Если Валерий Попов балансирует на грани "литература - нелитература", "правда человеческая - правда литературная", Слаповский давно ищет в другом поле. Кажется, речь о том жанре, с которого начиналась русская массовая литература, и кажется, стоит вспомнить Чулкова-сказочника и Шкловского-теоретика. Иными словами, речь о попытках найти этот путь и понять этот путь. Напоследок там четвертый сон Веры Павловны... то есть нет, это Емельянову снится страшный сон:

Емельянов зашел после работы в книжный магазин, чтобы купить книгу любимого писателя П.Коэльо (оговариваюсь: все фамилии вымышленные, совпадения - случайны). П.Коэльо в магазине не оказалось.

- Почему? - поинтересовался Емельянов у молоденькой работницы торгового зала.

- Спроса нет, - сухо ответила она.

- А Акунин есть?

- Была одна книга, кто-то купил в прошлом месяце, - пожала плечами девушка, словно удивляясь, какие странные покупатели забредают в магазин.

- А хотя бы Дэн Браун? - спросил Емельянов.

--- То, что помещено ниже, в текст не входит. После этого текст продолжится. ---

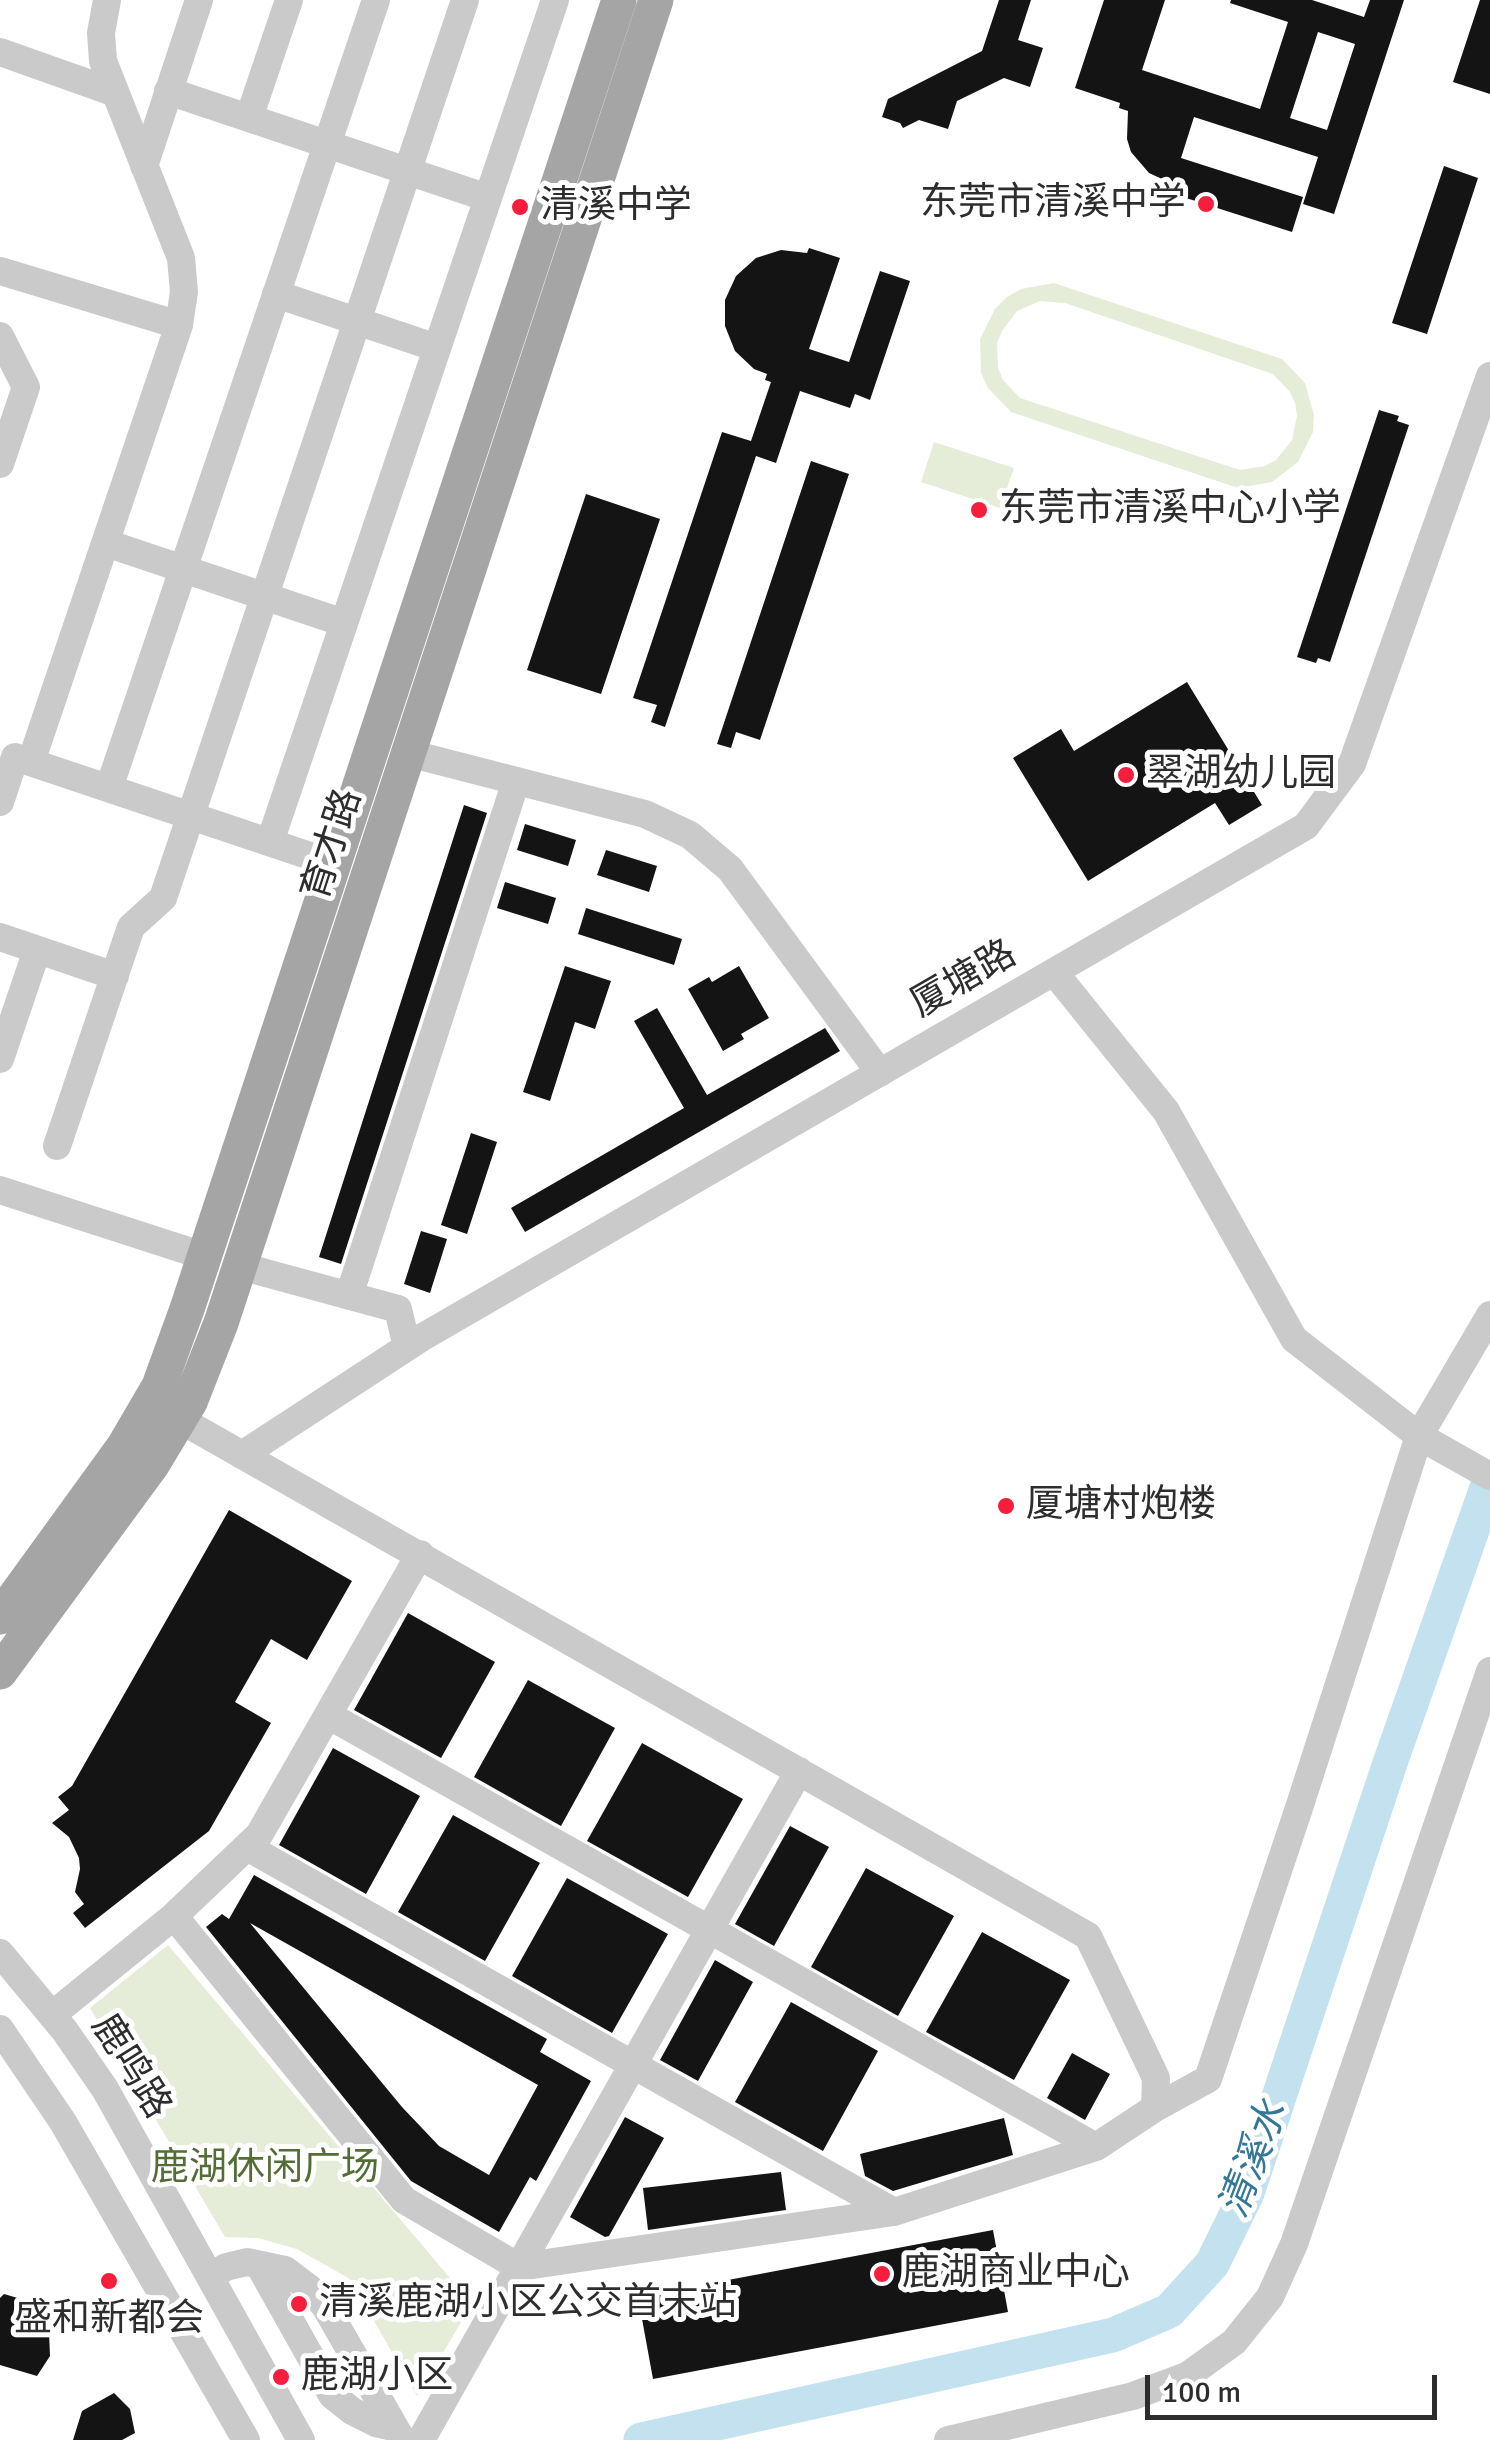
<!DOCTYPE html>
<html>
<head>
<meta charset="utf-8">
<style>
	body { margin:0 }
	#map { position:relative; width:1490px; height:2440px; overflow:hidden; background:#fff; font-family:Signika,sans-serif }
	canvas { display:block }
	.scale { position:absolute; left:1145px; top:2375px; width:292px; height:45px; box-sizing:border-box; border:5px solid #2d2d2d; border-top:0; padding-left:12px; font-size:30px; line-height:35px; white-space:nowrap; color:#2d2d2d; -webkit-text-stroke:8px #fff; paint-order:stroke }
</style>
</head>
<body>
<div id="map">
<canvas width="1490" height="2440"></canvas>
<div class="scale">100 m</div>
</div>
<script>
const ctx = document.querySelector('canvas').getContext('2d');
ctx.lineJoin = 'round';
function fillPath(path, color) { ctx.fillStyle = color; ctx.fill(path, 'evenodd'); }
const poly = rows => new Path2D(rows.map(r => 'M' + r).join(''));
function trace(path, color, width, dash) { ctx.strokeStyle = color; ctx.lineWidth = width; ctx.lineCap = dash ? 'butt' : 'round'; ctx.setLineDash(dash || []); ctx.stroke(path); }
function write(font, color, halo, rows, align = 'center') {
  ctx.font = font + ' Signika,"Noto Sans SC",sans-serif'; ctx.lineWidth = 10; ctx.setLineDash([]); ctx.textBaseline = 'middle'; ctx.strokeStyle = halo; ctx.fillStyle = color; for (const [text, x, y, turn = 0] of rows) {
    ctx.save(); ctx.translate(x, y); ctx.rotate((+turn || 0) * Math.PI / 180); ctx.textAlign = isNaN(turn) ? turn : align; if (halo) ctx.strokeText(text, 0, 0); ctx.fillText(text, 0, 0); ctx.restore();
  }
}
fillPath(poly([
	[1054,283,1282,359,1305,383,1314,415,1313,432,1298,462,1272,482,1238,488,1011,412,988,388,981,373,980,339,995,309,1007,297,1021,289],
	[1040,301,1065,303,1273,374,1290,392,1295,403,1297,416,1292,440,1276,460,1265,466,1240,470,1020,398,1003,380,998,368,997,343,1002,331,1017,311],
	[934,442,1014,468,1000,508,921,482],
	[168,1945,472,2304,417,2396,350,2279,297,2249,258,2238,225,2237,90,2008]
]), '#e5edd9');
trace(poly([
	[641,2440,1113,2335,1169,2311,1212,2264,1247,2193,1389,1766,1490,1479]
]), '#c3e1ef', 35);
fillPath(poly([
	[999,0,1031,0,1018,40,1043,48,1030,87,1004,78,957,101,948,129,919,120,903,128,900,123,882,117,888,99,982,51],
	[1104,0,1165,0,1142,70,1260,109,1288,22,1230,3,1231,0,1312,0,1364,17,1370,0,1404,0,1334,214,1303,204,1318,157,1194,117,1181,158,1303,197,1292,232,1158,189,1162,179,1149,173,1131,152,1127,139,1128,111,1119,108,1120,103,1075,88],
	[1318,32,1355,44,1327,130,1290,118],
	[1480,0,1490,0,1490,94,1453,82],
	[1444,166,1478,178,1427,334,1392,323],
	[809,248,840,258,809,349,849,362,880,271,910,281,870,400,855,394,850,408,800,391,776,463,756,456,665,727,651,722,657,705,633,698,722,432,751,441,771,382,765,380,767,374,754,369,735,351,725,326,725,300,736,276,756,258,781,250,807,253],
	[1379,410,1399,416,1397,421,1409,425,1330,662,1318,658,1316,663,1297,657],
	[811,461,849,474,760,740,736,732,731,748,717,744],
	[586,494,660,519,601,694,527,670],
	[1187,682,1262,805,1229,825,1215,803,1088,881,1013,758,1061,729,1074,751],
	[464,805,487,813,341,1264,319,1257],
	[525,824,576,840,568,866,517,850],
	[606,850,657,866,649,892,597,875],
	[505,882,556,898,548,924,497,908],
	[586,908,682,939,674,965,578,934],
	[565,966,611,981,595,1029,575,1022,550,1101,523,1092],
	[739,966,769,1018,741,1034,744,1039,723,1051,688,989,709,977,712,982],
	[657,1008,707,1095,825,1028,840,1051,525,1232,511,1208,684,1108,634,1021],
	[471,1133,497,1142,467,1234,441,1225],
	[421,1231,447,1239,430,1293,404,1284],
	[229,1510,352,1581,307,1660,271,1639,235,1702,271,1723,209,1831,85,1928,73,1913,84,1904,75,1892,80,1869,79,1858,69,1837,52,1823,69,1810,58,1797,72,1786],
	[408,1613,495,1662,441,1758,354,1710],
	[528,1680,615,1728,561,1826,474,1777],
	[642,1743,743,1799,688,1897,587,1841],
	[333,1748,420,1796,366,1894,279,1845],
	[453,1815,540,1863,485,1961,398,1912],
	[790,1826,829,1847,774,1946,735,1924],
	[866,1868,954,1916,898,2016,811,1967],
	[254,1875,547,2039,540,2052,591,2081,536,2181,530,2177,499,2232,411,2181,206,1927,222,1914,229,1919],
	[250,1923,538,2085,489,2175,439,2146,402,2107],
	[567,1878,668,1934,612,2033,512,1976],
	[982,1932,1070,1980,1014,2080,926,2032],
	[715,1960,753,1982,698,2081,660,2060],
	[791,2002,878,2051,823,2151,735,2102],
	[1072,2053,1110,2074,1085,2120,1047,2098],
	[625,2117,664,2138,609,2236,605,2237,570,2217],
	[1004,2118,1013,2155,893,2191,865,2176,860,2154],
	[781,2172,786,2210,648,2230,643,2188],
	[993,2230,1008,2312,653,2379,638,2297],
	[4,2294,21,2299,18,2308,24,2309,21,2324,49,2332,50,2356,37,2376,0,2365,0,2298],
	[114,2393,130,2409,135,2433,122,2440,73,2440,82,2411]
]), '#141414');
trace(poly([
	[0,52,113,92],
	[168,91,488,198],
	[249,118,289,0],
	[144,166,199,0],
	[0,271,179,325],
	[276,294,437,348],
	[0,336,26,387,0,464],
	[106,543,344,623],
	[408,753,645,814,690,835,730,869,880,1073],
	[31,762,179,325,184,292,181,258,103,61,101,33,107,0],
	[109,788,376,0],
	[0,802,15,757,334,864],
	[270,842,555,0],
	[0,937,115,976],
	[1054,972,1166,1111,1294,1339,1419,1436,1490,1476],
	[0,1059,37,950],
	[57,1146,131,927,163,898,465,0],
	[0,1190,204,1256],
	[240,1266,398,1309,407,1347],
	[349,1296,516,781],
	[242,1455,421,1338,1306,826,1352,764,1490,376],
	[328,1715,1096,2147],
	[249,1848,894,2212],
	[174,1916,404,2200,519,2267,894,2212,1096,2147,1155,2108,1156,2078,1088,1936,179,1419],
	[0,1953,65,2031,105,2089,301,2440],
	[52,2015,174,1916,259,1835,420,1554],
	[0,2029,63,2122,246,2440],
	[1155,2108,1208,2079,1299,1808,1419,1436,1490,1315],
	[259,2265,332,2395,352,2411,376,2423,393,2427],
	[210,2277,226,2267,247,2262,285,2270,310,2289,325,2306,402,2440],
	[421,2440,799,1771],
	[948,2440,1133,2396,1187,2376,1234,2342,1270,2297,1294,2244,1490,1671]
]), '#cacaca', 28);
trace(poly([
	[0,1617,124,1446,159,1386,187,1309,619,0],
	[0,1672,152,1465,190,1402,221,1323,656,0]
]), '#a5a5a5', 35);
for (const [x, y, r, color] of [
	[1206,204,10,"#f61d3d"],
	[520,207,10,"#f61d3d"],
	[979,510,10,"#f61d3d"],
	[1126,775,10,"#f61d3d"],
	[1006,1506,10,"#f61d3d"],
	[882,2274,10,"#f61d3d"],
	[109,2281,10,"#f61d3d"],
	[299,2304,10,"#f61d3d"],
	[281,2377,10,"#f61d3d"]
]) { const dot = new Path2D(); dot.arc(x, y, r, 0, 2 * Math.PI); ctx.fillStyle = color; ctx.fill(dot); trace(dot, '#fff', 4); }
write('38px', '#2d2d2d', '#fff', [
	["东莞市清溪中学",1186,204,"right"],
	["清溪中学",540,207],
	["东莞市清溪中心小学",999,510],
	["翠湖幼儿园",1146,775],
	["厦塘村炮楼",1026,1506],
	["鹿湖商业中心",902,2274],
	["清溪鹿湖小区公交首末站",319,2304],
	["盛和新都会",109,2320,"center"],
	["鹿湖小区",301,2377]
], 'left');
write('38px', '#2d2d2d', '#fff', [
	["育才路",333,845,-72],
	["厦塘路",964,980,-30],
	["鹿鸣路",130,2067,58]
]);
write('38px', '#546d37', '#fff', [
	["鹿湖休闲广场",265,2169]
]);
write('italic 40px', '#347897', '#fff', [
	["清溪水",1255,2160,-69]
]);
</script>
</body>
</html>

- А это кто? - спросила девушка.

Емельянов умолк.

Он увидел несколько полок, заставленных двухтомной книгой Л.Н.Толстого "Война и мир". Над полкой висел плакат: "Лучшие продажи в декабре!". У кассы шушукались тинейджеры, подсчитывая деньги и с огорчением понимая, что из двух облюбованных книг, Белинского и Гоголя, могут купить только одну.

- Белинского берем! Культовый дядька! - убеждал один.

- Гоголя! Крутой чел, мне Машка говорила, а она сермягу сечет! - горячо отвечал другой.

Их оттеснила от кассы домохозяйка с толстым томом Юнга, перечеркнутым наклейкой: "Последний экземпляр!".